(Data items)

——————————

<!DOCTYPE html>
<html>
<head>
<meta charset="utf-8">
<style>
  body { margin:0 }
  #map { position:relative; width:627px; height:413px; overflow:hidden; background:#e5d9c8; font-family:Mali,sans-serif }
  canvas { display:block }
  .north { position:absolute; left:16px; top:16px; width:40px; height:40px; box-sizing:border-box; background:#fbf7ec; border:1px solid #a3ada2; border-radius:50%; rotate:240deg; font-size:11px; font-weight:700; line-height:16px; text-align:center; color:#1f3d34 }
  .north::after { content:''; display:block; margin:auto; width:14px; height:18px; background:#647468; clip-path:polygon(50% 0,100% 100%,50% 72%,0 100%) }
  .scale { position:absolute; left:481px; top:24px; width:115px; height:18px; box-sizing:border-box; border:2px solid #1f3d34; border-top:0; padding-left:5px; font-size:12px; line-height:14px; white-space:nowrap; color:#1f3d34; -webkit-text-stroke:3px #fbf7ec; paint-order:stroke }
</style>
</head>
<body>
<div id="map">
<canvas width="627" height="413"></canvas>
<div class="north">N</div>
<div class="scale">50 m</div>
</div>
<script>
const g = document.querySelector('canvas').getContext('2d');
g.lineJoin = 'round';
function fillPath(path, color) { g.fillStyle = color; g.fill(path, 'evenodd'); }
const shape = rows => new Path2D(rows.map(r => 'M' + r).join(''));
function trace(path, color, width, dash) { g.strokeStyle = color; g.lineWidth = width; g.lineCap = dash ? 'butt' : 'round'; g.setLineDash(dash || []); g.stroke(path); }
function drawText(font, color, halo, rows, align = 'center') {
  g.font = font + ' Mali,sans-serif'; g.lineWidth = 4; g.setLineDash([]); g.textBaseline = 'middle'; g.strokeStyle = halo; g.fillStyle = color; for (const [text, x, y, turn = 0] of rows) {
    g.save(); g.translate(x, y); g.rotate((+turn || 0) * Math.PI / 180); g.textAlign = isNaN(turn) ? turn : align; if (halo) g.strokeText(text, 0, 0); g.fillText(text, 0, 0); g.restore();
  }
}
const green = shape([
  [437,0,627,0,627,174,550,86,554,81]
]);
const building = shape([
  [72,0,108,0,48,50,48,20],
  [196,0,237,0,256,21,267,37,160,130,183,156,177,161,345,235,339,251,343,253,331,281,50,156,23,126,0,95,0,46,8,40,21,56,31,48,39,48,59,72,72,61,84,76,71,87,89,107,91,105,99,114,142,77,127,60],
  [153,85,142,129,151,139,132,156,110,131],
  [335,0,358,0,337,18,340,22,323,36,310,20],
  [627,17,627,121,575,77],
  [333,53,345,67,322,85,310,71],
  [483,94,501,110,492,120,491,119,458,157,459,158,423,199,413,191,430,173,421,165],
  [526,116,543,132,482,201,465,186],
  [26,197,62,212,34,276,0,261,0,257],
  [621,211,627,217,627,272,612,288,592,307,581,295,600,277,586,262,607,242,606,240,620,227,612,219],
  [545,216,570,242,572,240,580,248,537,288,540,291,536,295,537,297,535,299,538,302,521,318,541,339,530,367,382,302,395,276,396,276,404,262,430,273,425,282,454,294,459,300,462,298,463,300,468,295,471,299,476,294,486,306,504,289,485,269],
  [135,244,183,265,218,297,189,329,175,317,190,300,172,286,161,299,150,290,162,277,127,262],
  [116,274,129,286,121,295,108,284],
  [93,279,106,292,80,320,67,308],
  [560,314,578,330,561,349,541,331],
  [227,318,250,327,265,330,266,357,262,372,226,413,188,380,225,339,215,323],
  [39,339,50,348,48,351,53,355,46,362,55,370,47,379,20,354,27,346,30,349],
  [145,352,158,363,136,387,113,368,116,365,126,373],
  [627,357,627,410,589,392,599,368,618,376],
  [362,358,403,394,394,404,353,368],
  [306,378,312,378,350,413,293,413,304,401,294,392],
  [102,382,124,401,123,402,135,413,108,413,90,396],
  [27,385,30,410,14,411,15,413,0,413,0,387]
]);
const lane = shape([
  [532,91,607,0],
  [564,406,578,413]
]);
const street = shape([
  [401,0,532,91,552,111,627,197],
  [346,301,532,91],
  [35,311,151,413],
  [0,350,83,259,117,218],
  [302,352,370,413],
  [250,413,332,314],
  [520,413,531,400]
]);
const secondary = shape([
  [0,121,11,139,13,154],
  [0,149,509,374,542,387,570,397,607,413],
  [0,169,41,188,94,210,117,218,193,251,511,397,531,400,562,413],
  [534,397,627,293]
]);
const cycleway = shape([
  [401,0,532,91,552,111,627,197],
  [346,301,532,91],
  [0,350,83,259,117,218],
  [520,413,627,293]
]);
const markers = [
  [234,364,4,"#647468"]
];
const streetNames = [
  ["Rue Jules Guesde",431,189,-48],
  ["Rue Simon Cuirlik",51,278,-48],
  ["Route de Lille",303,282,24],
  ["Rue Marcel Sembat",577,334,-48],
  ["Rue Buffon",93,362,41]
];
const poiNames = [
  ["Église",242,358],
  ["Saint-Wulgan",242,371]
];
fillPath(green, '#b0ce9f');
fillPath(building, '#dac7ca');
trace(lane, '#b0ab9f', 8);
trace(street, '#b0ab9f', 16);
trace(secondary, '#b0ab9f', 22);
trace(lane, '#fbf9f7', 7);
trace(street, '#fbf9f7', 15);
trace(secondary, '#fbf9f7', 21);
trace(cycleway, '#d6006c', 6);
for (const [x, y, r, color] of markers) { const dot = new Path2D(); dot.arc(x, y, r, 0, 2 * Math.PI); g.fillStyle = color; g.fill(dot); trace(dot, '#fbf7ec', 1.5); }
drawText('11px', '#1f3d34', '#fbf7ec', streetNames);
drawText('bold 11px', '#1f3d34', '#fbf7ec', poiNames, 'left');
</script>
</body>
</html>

——————————

Task directions
Look through the records for the string "lineWidth". Copy every line that has it.

Answer section
function trace(path, color, width, dash) { g.strokeStyle = color; g.lineWidth = width; g.lineCap = dash ? 'butt' : 'round'; g.setLineDash(dash || []); g.stroke(path); }
  g.font = font + ' Mali,sans-serif'; g.lineWidth = 4; g.setLineDash([]); g.textBaseline = 'middle'; g.strokeStyle = halo; g.fillStyle = color; for (const [text, x, y, turn = 0] of rows) {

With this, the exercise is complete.